**Problem statement**
For every line in the records below that holds "Trunk", make a copy.

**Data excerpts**
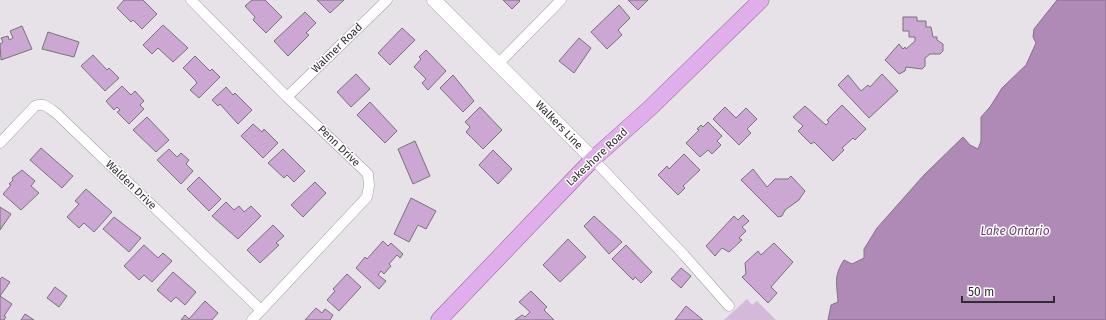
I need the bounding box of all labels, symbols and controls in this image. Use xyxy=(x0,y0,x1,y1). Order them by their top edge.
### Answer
street label: Walmer Road xyxy=(309,20,365,76)
street label: Walkers Line xyxy=(533,98,585,152)
street label: Penn Drive xyxy=(315,123,363,169)
street label: Lakeshore Road xyxy=(564,125,630,189)
street label: Walden Drive xyxy=(103,158,159,212)
water label: Lake Ontario xyxy=(980,224,1050,238)
scale bar xyxy=(962,278,1054,304)
text: 50 m xyxy=(968,285,994,299)

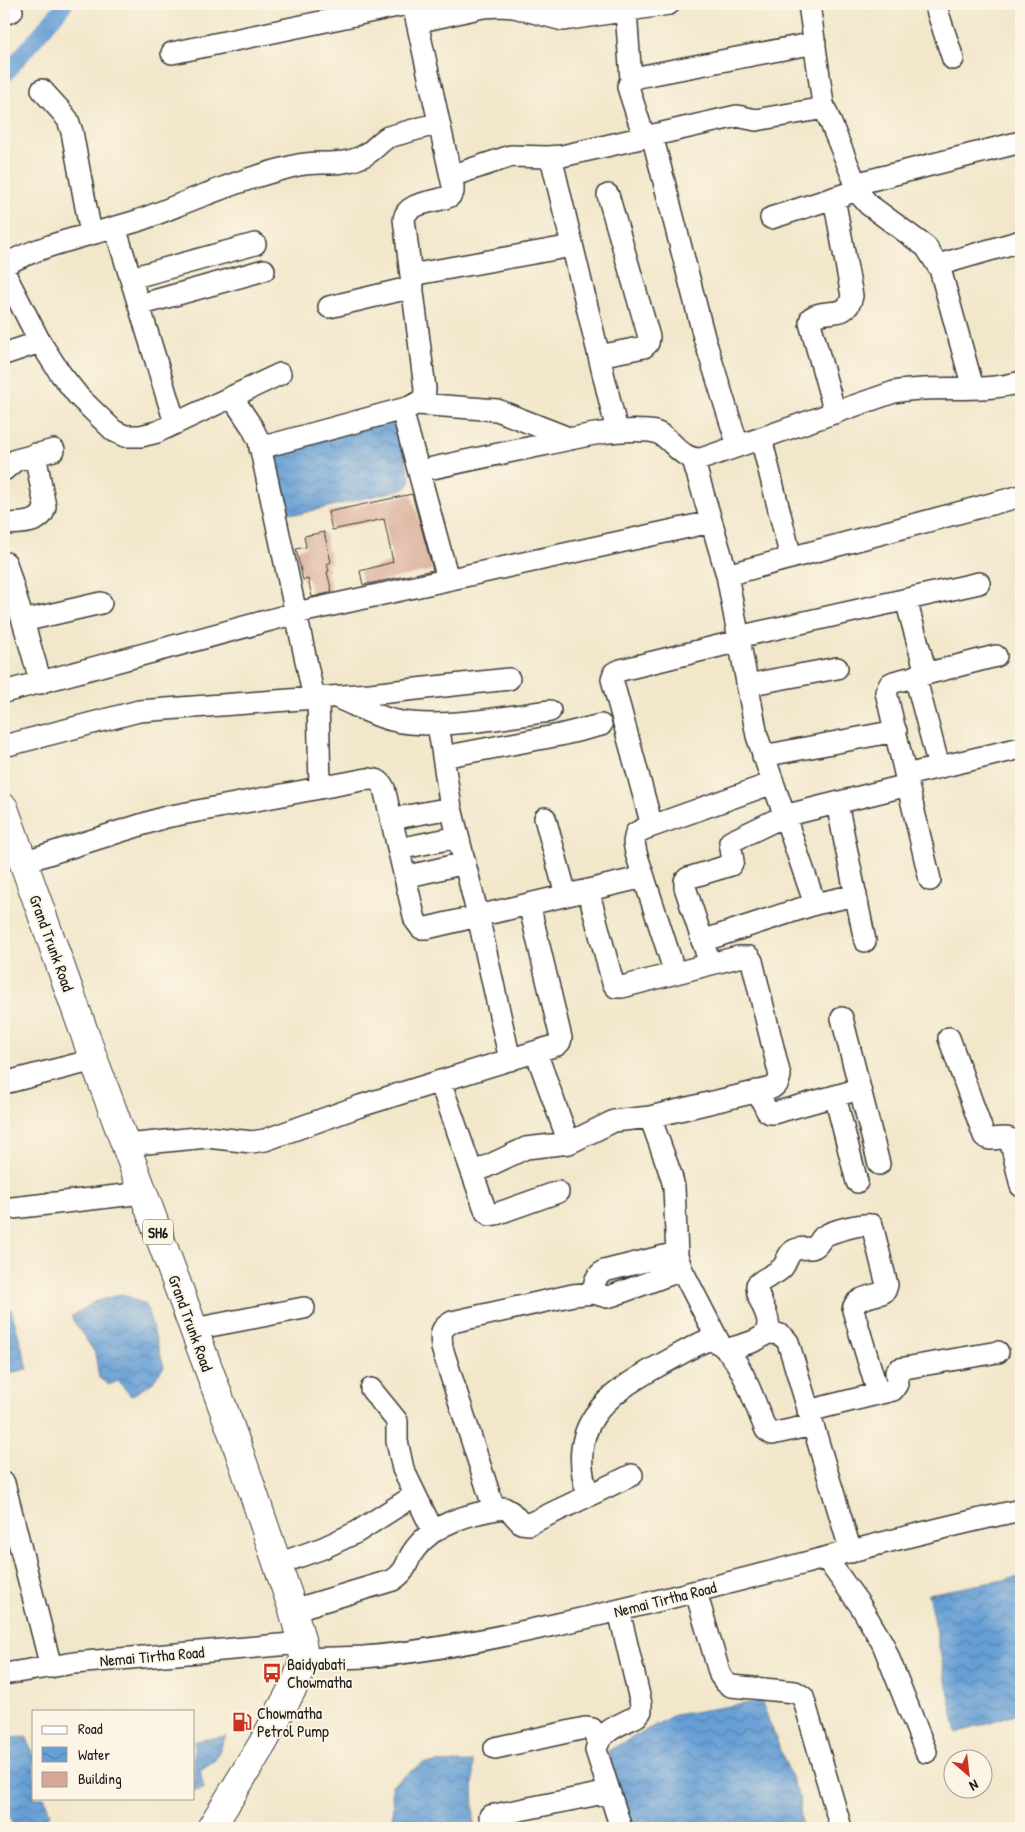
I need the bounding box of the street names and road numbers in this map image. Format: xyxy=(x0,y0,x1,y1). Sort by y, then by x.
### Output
street label: Grand Trunk Road xyxy=(24,892,80,994)
road number: SH6 xyxy=(143,1220,173,1244)
street label: Grand Trunk Road xyxy=(163,1272,219,1374)
street label: Nemai Tirtha Road xyxy=(611,1576,719,1622)
street label: Nemai Tirtha Road xyxy=(99,1640,205,1672)

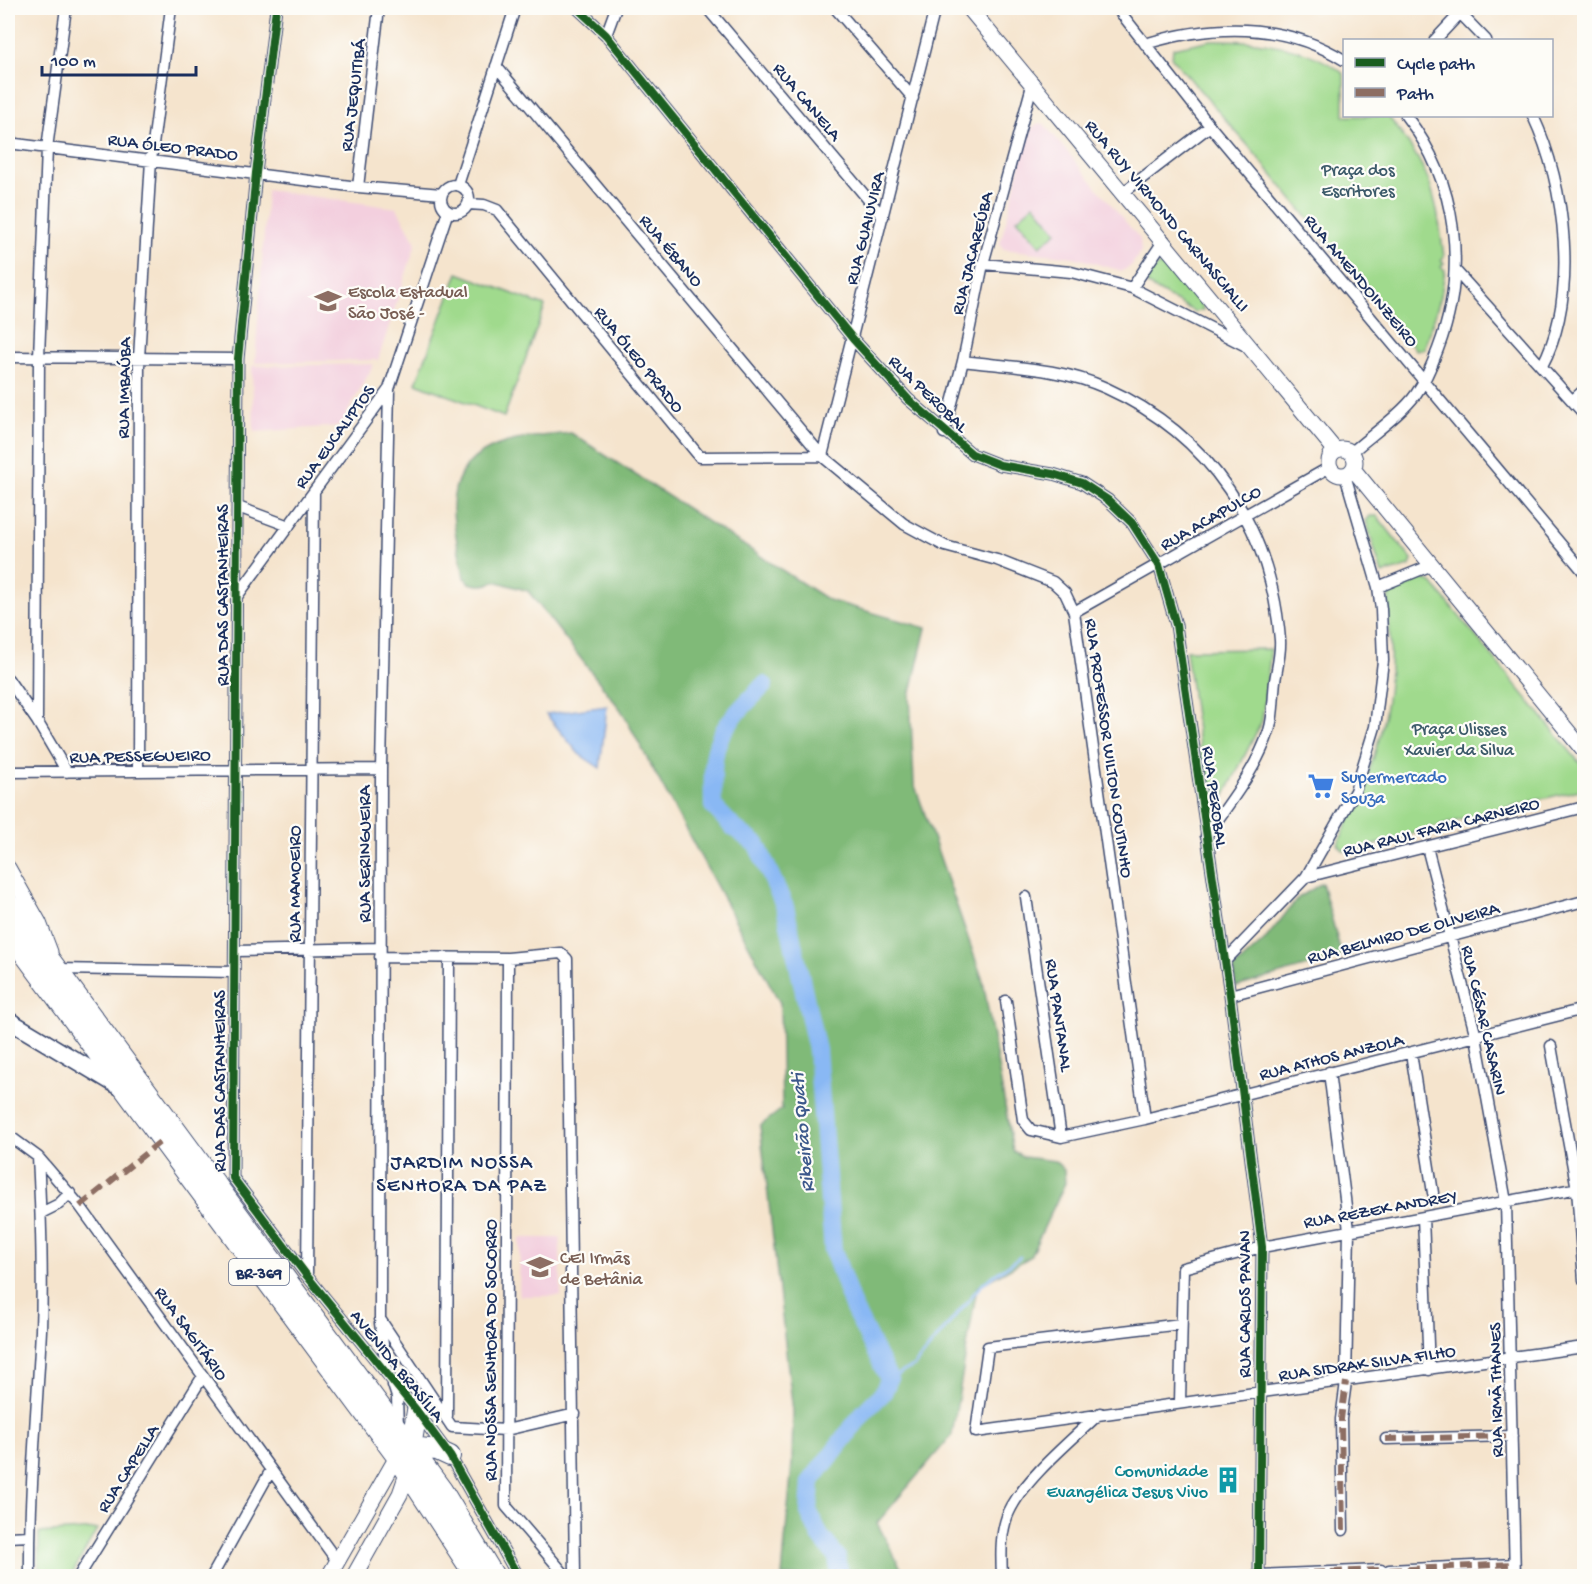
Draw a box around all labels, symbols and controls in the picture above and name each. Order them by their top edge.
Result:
street label: RUA JEQUITIBÁ [336,36,372,153]
scale bar [42,39,196,77]
legend [1343,39,1553,117]
text: 100 m [50,52,96,73]
text: Cycle path [1397,55,1475,76]
street label: RUA CANELA [767,59,846,147]
text: Path [1396,85,1434,106]
street label: RUA RUY VIRMOND CARNASCIALLI [1079,116,1253,317]
street label: RUA ÓLEO PRADO [106,130,239,167]
park label: Praça dos Escritores [1320,161,1396,203]
street label: RUA GUAIUVIRA [842,168,891,287]
street label: RUA JACAREÚBA [948,189,999,317]
street label: RUA ÉBANO [634,211,707,292]
street label: RUA AMENDOINZEIRO [1298,211,1422,352]
place label: Escola Estadual São José - [348,283,468,325]
school or university icon: Escola Estadual São José - [313,286,343,316]
street label: RUA ÓLEO PRADO [589,303,688,418]
street label: RUA IMBAÚBA [114,336,137,439]
street label: RUA PEROBAL [883,352,972,439]
street label: RUA EUCALIPTOS [291,381,381,494]
street label: RUA ACAPULCO [1157,482,1266,557]
street label: RUA DAS CASTANHEIRAS [214,503,235,686]
street label: RUA PROFESSOR WILTON COUTINHO [1079,617,1136,880]
park label: Praça Ulisses Xavier da Silva [1403,720,1515,762]
street label: RUA PEROBAL [1196,745,1231,851]
street label: RUA PESSEGUEIRO [69,746,211,769]
place label: Supermercado Souza [1341,768,1447,810]
supermarket icon: Supermercado Souza [1306,771,1336,801]
street label: RUA SERINGUEIRA [356,784,377,923]
street label: RUA RAUL FARIA CARNEIRO [1341,794,1542,863]
street label: RUA MAMOEIRO [286,825,307,942]
street label: RUA BELMIRO DE OLIVEIRA [1305,898,1503,970]
street label: RUA CÉSAR CASARIN [1455,944,1510,1098]
street label: RUA PANTANAL [1039,958,1076,1074]
street label: RUA DAS CASTANHEIRAS [211,989,232,1172]
street label: RUA ATHOS ANZOLA [1257,1030,1407,1087]
water label: Ribeirão Quati [788,1069,821,1193]
district label: JARDIM NOSSA SENHORA DA PAZ [376,1153,548,1199]
street label: RUA REZEK ANDREY [1302,1187,1459,1234]
street label: RUA NOSSA SENHORA DO SOCORRO [482,1219,503,1481]
street label: RUA CARLOS PAVAN [1236,1230,1257,1378]
place label: CEI Irmãs de Betânia [560,1249,643,1291]
school or university icon: CEI Irmãs de Betânia [525,1252,555,1282]
road number: BR-369 [229,1259,289,1285]
street label: RUA SAGITÁRIO [149,1283,232,1386]
street label: AVENIDA BRASÍLIA [344,1306,449,1428]
street label: RUA IRMÃ THANES [1486,1322,1509,1458]
street label: RUA SIDRAK SILVA FILHO [1277,1342,1457,1387]
street label: RUA CAPELLA [94,1420,165,1517]
place label: Comunidade Evangélica Jesus Vivo [1047,1462,1209,1504]
building icon: Comunidade Evangélica Jesus Vivo [1213,1465,1243,1495]

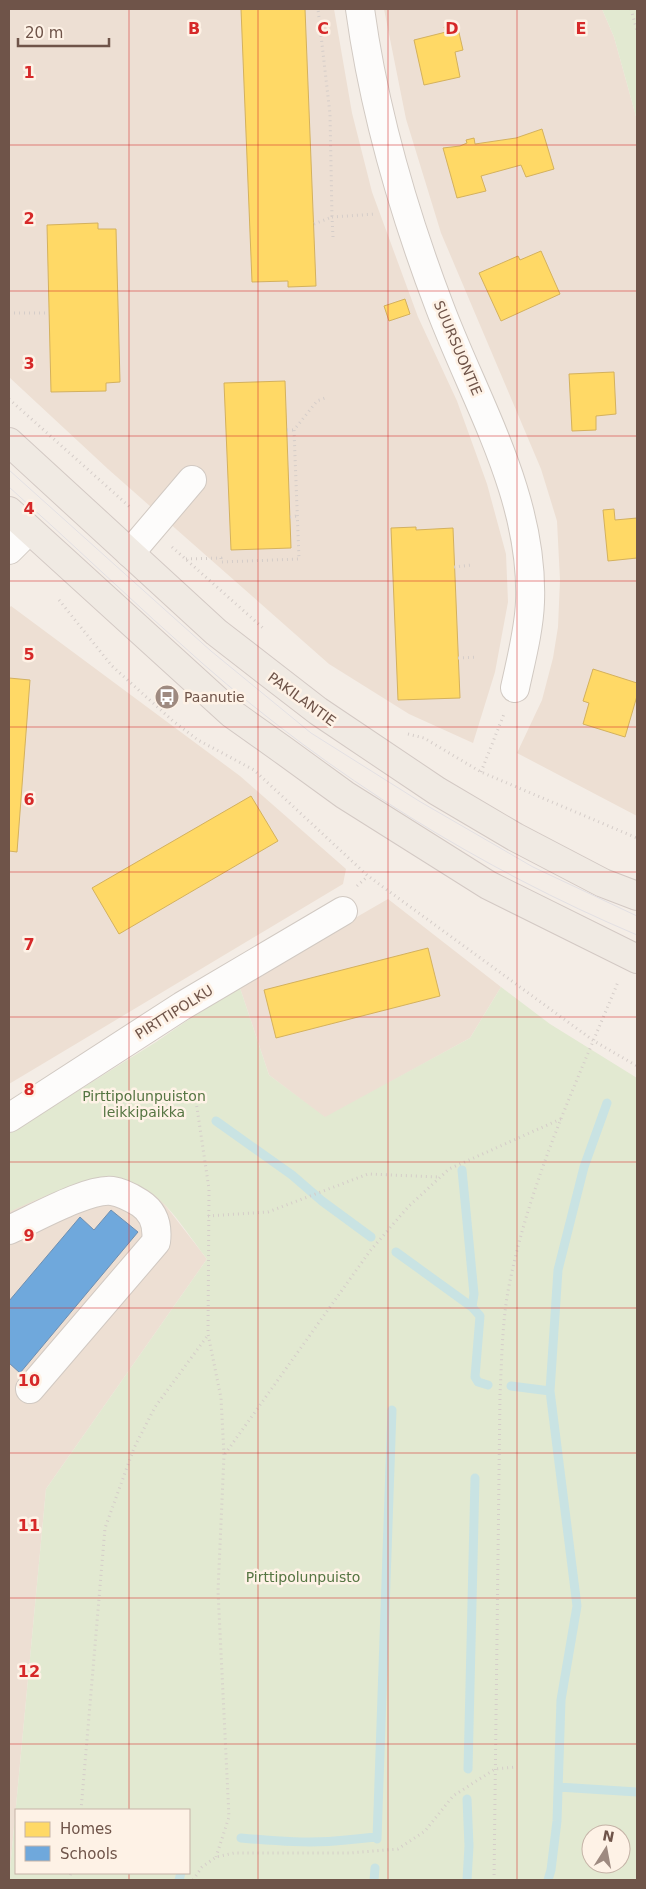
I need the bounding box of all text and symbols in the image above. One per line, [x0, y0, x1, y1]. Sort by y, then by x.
scale bar [18, 15, 109, 47]
text: B [188, 19, 200, 38]
text: C [317, 19, 329, 38]
text: D [445, 19, 459, 38]
text: E [576, 19, 586, 38]
text: 20 m [25, 24, 63, 42]
text: 1 [23, 63, 35, 82]
text: 2 [23, 209, 35, 228]
street label: SUURSUONTIE [431, 298, 485, 398]
text: 3 [23, 354, 35, 373]
text: 4 [23, 499, 35, 518]
text: 5 [23, 645, 35, 664]
street label: PAKILANTIE [265, 669, 339, 729]
bus stop icon: Paanutie [154, 684, 180, 710]
place label: Paanutie [184, 689, 245, 705]
text: 6 [23, 790, 35, 809]
text: 7 [23, 935, 35, 954]
street label: PIRTTIPOLKU [132, 982, 216, 1042]
text: 8 [23, 1080, 35, 1099]
park label: Pirttipolunpuiston leikkipaikka [82, 1088, 206, 1120]
text: 9 [23, 1226, 35, 1245]
text: 10 [18, 1371, 40, 1390]
text: 11 [18, 1516, 40, 1535]
park label: Pirttipolunpuisto [246, 1569, 360, 1585]
text: 12 [18, 1662, 40, 1681]
legend [15, 1809, 190, 1874]
text: Homes [60, 1820, 112, 1838]
north arrow [581, 1824, 631, 1874]
text: N [601, 1827, 616, 1845]
text: Schools [60, 1845, 118, 1863]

**Task answer**
street label: Grand Trunk Road xyxy=(24,892,80,994)
street label: Grand Trunk Road xyxy=(163,1272,219,1374)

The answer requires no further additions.